The inscription on the reverse of the offered lot suggests it was probably first acquired following its exhibition at the Moscow Society of Artists (MTX) in 1944, the so-called Exhibition of Six at The State Tretyakov Gallery. Konchalovsky's painted lilacs a number of times in Moscow, where he remained throughout the war. The present work is a rare example of lilac blossom set in a landscape, as opposed to a still life, and undoubtedly draws on Lilac Bush (1889, The State Hermitage Museum, St Petersburg) by Van Gogh, who remained one of his strongest influences.

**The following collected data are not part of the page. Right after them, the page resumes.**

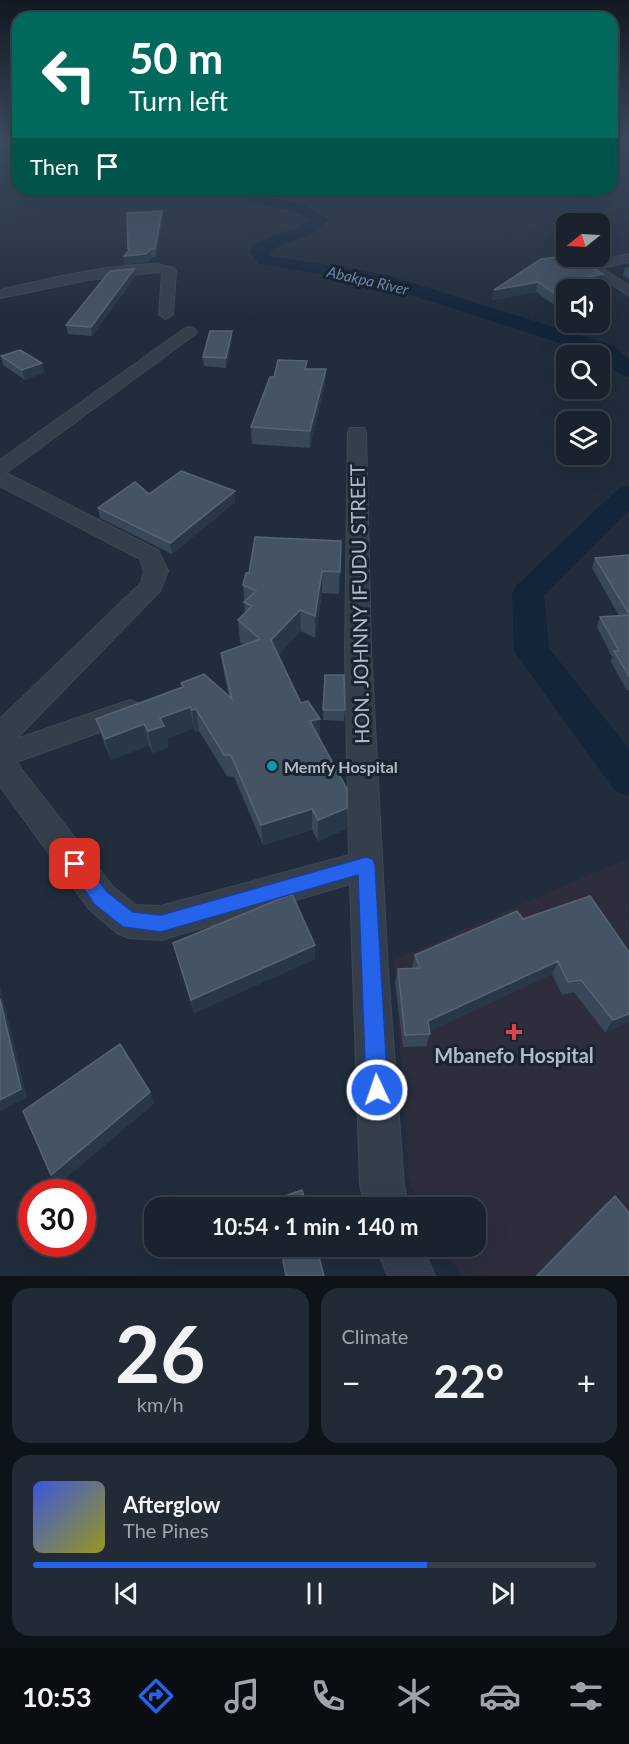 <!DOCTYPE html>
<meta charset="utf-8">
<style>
body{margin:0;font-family:Lato,sans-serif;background:#222a35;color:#f1f3f6;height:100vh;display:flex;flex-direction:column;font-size:22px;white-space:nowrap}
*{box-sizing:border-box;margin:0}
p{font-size:20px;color:#9fa4aa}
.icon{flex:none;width:33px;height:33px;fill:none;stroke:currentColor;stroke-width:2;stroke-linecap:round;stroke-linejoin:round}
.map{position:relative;height:1276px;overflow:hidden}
.details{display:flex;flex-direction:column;gap:12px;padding:12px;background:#0e1319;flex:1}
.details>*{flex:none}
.guide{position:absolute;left:12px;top:12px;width:606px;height:183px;border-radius:18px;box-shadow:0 6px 24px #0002,0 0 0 2px #373f49;background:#00695c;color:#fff;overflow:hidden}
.needle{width:39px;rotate:252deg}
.fabs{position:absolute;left:556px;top:213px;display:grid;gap:12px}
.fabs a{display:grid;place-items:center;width:54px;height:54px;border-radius:12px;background:#19222d;box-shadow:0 6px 24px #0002,0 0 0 2px #373f49;font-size:30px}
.speed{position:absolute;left:18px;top:1179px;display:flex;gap:12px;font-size:30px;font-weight:700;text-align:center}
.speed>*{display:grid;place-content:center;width:78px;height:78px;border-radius:50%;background:#19222d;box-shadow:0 6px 24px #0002,0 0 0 2px #373f49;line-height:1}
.speed .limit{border:9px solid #d22;background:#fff;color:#111}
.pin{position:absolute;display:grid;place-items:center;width:51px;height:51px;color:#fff;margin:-26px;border-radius:12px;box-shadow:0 3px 9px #0006}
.me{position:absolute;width:66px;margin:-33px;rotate:357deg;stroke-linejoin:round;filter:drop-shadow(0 0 4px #0008)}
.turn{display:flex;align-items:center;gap:21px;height:126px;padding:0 18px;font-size:27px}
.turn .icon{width:78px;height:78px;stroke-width:2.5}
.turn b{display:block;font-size:42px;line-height:51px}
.then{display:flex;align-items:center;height:57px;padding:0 18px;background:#0003;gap:12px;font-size:22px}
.big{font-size:45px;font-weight:700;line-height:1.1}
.details .widget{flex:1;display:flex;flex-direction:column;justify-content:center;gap:9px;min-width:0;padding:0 21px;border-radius:18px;background:#222a35}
.details .dial{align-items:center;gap:0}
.dial b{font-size:78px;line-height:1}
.song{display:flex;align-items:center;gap:18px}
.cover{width:72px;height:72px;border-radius:9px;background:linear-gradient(135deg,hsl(230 70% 55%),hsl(60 70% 35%))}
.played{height:6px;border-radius:3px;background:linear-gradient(90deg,#2563eb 70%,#373f49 70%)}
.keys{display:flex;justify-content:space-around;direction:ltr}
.heat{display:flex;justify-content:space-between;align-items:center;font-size:33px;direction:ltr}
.details .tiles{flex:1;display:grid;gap:12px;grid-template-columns:1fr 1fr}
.widget:last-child{grid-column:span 2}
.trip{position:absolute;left:144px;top:1197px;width:342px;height:60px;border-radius:18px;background:#19222d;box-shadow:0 6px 24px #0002,0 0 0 2px #373f49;font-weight:700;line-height:60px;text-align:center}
.tabs{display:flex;height:96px;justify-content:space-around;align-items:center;background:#0a0e12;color:#9fa4aa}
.tabs .icon{width:42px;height:42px}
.tabs .active{color:#2563eb}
.tabs b{font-size:27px;color:#f1f3f6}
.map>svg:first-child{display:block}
</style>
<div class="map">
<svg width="629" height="1276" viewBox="0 0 629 1276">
<rect width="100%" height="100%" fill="#212d3c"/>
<!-- medical -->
<path fill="#2e2d3c" d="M628,858L629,1276H463L441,1247L476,1246V1208L421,1207L409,1182L394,960Z"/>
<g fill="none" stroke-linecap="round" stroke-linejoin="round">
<!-- river -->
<path fill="#142539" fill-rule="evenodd" d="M0,144L18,145V153L0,152Z
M227,189H246L266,197L305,205L329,219C314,239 288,239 269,252L271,256L387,275L614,346L629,359V377L621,375L600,356L377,284L259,264L250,251C265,232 293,235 311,220L296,212L257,204Z
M629,486V510L544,595L549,648L629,749V796L615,791L514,651L512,593L517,585L619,488Z"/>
<!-- minor casing -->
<g stroke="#3e4855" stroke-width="2">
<path id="minor" d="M629,254V262L602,268L629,286V296L584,266L586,263Z
M158,264L174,268L176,271L173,315L166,319L159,315L162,273L158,272L88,280L0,298V290C52,278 105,265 158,264Z
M189,327L194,329L197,332L194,335L6,473L158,550L168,571L160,591L16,739L130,700L140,704L144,711L140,718L16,762L113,887L136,905L161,906L349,855L345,649L348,432L350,428H364L366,432L371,649L388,970L404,1185L409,1208H365L360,1185L350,884L161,940L129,938L117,933L89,909L0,786V719L141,583L144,571L140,559L0,486V460L184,329Z
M375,1246H422L435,1276H388Z"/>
</g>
<!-- minor -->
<use href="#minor" fill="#353f4c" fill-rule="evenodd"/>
</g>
<!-- wall -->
<path fill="#384858" d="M162,211L163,218L156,257H152L147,262L125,264L124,256L128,251L127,213Z
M541,259L600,284L567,290V308H559L536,292L492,300L494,290Z
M629,267V279L623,275L625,268Z
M135,277L92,336L68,334L66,325Z
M232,340L226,368L204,366L203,357Z
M1,356L45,372L25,380L3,365Z
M307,369L325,385L310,448L252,444L251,427L274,377Z
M235,491V502L172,554L100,518L98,508L149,494Z
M341,541L339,594L322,593L315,638L301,631L278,655L301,703L320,719V738L347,808L346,829L318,841L312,830L263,845L234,777L227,776L199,731L195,732L194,728L167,739L168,747L153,753L149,745L111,760L103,740L96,719L182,687L181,683L229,696L224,674L221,653L244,645L240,642L238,620L245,613L243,585L249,573Z
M629,555V690L627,691L611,662L612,657L597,627L600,617L619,616L592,568L595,558Z
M325,675L345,710L344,721L323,720Z
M523,919L629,952V1022L605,1032L574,992L562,995L552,974L429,1031L430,1034L426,1046L403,1047L395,982L398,969L412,968L415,955Z
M173,943L315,945V959L194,1013Z
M615,1196L629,1276H535L605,1204Z"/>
<!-- shaded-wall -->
<path fill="#293848" d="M162,211L163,218L156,257L155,249Z
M151,249L152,257L147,262L125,264L124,256Z
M134,269L135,277L92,336L91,327Z
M603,274L600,284L585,287L588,277Z
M538,282L536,292L492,300L494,290Z
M232,331V340L226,368V358Z
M42,363L45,372L25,380L22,370Z
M326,369L325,385L310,448V431Z
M235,491V502L172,554L170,543Z
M322,571V593L315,638V616Z
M300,610L301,631L272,662L271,640Z
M190,707L194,728L167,739L168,747L153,753L148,731L160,718Z
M196,709L199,731L195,732L192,710Z
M320,719V740L310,721Z
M144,724L149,745L111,760L105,739Z
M347,808L346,829L318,841V820Z
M312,809V830L263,845L261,825Z
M315,945V959L194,1013L191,1000Z
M558,961L552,974L425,1033L428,1021Z
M0,986L27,1097L0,1111Z
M629,1014V1022L605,1032L613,1020Z
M150,1092L155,1103L59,1184L51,1175Z"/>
<!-- building -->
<path fill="#455464" stroke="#566474" stroke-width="1.5" d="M162,211L155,249H151L146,254L124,256L130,249H128L127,213Z
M567,256H576L603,274L588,277L593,290H567V297L561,298L538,282L494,290L541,259Z
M134,269L91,327L66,325L110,271Z
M210,331H232L226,358L203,357Z
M20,350L42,363L22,370L1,356Z
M278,360L307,361L305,369H326L310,431L251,427L270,377H274Z
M181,471L235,491L170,543L98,508L135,482L149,494Z
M255,537L341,541L340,572L322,571L315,616L300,610L271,640L301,703L308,701L320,719L310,721L347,789V808L318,820L312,809L261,825L231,755H224L196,709L192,710L190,707L160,718L164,726L148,731L144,724L105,739L96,719L183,687L181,683L204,674L232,699L221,653L260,639L238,620L252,606L244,602L256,591L243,585L246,573H249Z
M629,555V614L595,558Z
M629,615V676L614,651H619L600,617Z
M325,675H344L345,710H323Z
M292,894L315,945L191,1000L173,943Z
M590,896L629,952V1014L613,1020L581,980L568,982L558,961L428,1021L430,1034L405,1035L398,969L420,968L415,955L517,911L523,919Z
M0,999L21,1089L0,1100Z
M120,1044L150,1092L51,1175L23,1111Z
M302,1190L307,1208H271L270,1201Z
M615,1196L629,1213V1276H537Z
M280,1246H316L324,1276H286Z"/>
<!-- sky -->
<linearGradient id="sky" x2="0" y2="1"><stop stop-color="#121921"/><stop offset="0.44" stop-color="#3d4c61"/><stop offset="1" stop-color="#3d4c61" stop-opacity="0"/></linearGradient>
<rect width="629" height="319" fill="url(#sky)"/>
<!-- route -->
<path fill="#2563eb" stroke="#184099" stroke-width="1.5" d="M75,856L82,859L107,892L133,912L161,915L366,857L373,859L375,865L388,1090L385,1098L377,1101L369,1098L366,1090L358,875L161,932L123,927L94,904L67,864L69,859Z"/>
<!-- markers -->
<circle fill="#0f9aa8" stroke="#1a2430" stroke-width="2" cx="272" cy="766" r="6"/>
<path fill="#e0444e" stroke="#1a2430" stroke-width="2" d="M511 1023h6v6h6v6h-6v6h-6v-6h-6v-6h6z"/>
<g text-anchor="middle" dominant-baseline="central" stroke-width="6" stroke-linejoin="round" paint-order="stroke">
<!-- far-water labels -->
<g font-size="15" font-style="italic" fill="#6786a9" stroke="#1a2430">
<text transform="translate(368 280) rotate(13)">Abakpa River</text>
</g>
<!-- poi labels -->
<g font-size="16" font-weight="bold" fill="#b0bac8" stroke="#1a2430" text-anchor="start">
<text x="284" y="766">Memfy Hospital</text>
</g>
<!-- near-street labels -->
<g font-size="20" fill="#b0bac8" stroke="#1a2430">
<text transform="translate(359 604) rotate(-91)">HON. JOHNNY IFUDU STREET</text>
</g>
<!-- near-poi labels -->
<g font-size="20" font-weight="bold" fill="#b0bac8" stroke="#1a2430">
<text x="514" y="1055">Mbanefo Hospital</text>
</g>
</g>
</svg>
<div class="fabs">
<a><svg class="needle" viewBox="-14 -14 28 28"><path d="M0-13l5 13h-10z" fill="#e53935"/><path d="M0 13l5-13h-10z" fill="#9fa4aa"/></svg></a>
<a><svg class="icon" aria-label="sound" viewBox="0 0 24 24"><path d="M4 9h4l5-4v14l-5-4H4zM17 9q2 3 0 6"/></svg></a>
<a><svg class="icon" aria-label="search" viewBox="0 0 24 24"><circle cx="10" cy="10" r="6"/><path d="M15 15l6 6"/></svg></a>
<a><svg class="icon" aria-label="layers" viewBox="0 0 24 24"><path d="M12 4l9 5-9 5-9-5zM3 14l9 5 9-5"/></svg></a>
</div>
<div class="speed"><div class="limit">30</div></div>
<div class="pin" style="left:75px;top:864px;background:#d93025"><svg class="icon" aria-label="arrive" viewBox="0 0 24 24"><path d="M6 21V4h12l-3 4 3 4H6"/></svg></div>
<svg class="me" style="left:377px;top:1090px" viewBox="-20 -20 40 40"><circle r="17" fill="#2563eb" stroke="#fff" stroke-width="3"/><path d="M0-11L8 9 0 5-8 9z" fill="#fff"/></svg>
<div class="trip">10:54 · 1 min · 140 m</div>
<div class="guide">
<div class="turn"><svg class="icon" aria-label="left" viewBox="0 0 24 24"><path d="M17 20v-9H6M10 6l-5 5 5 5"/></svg><div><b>50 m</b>Turn left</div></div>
<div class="then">Then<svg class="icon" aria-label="arrive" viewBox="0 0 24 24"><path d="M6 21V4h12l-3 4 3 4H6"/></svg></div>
</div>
</div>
<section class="details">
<div class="tiles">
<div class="widget dial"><b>26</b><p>km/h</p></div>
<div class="widget"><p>Climate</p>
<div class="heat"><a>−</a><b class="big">22°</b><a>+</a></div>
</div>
<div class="widget">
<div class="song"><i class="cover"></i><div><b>Afterglow</b><p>The Pines</p></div></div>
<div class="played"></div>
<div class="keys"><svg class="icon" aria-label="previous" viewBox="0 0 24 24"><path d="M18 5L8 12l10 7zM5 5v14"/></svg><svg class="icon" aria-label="pause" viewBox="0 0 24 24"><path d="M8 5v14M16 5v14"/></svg><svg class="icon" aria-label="next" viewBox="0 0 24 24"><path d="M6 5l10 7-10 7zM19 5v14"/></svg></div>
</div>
</div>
</section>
<nav class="tabs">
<b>10:53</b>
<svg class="icon active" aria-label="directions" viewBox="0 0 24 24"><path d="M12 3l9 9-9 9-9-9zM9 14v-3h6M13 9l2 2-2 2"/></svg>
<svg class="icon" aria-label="music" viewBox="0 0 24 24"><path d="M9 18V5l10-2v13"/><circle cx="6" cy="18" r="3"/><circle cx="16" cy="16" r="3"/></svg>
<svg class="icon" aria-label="phone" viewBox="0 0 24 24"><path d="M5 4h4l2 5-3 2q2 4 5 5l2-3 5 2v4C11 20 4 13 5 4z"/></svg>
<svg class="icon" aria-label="climate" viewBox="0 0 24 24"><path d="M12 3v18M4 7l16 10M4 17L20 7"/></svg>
<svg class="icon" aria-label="car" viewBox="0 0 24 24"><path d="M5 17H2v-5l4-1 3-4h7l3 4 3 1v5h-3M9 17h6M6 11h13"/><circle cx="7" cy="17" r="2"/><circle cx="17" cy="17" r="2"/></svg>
<svg class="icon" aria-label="filters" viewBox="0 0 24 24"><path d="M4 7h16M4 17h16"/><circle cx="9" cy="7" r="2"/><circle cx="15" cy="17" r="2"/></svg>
</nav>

As Turchin comments in his monograph on the artist, it his hard not to see in his wartime predilection for spring landscapes and bright lilacs a yearning not just for a change in seasons, 'but also for a peaceful life, free from fear for the country's fate' (V.Turchin, Petr Konchalovsky, Moscow, 2008, p.284).

Konchalovsky is 'the bard of flowers, sun and light' wrote Vsevolod Ivanov in his introduction to the artist's 15th personal exhibition in 1951. 'The previous years were only the approach to his present triumph... Konchalovsky's paints are bright, in his pictures there is plenty of sun and air, his colouring is unusually succulent, he describes his subjects boldly...'. Not all of Konchalovsky's late works bear comparison to his earlier canvases, despite Ivanov's hyperbole, but this rich and verdant painting is in fact a lovely example of what Benois had earlier described as 'the virus of joy' and 'the visual spectacle' that distinguish Konchalovsky's work, an artist 'born with a feel for paint - the ability to rejoice in mixing colours and feast the eye on different surfaces' (A.Benois, 'Mashkov and Konchalovsky', Rech' no.102, 1916).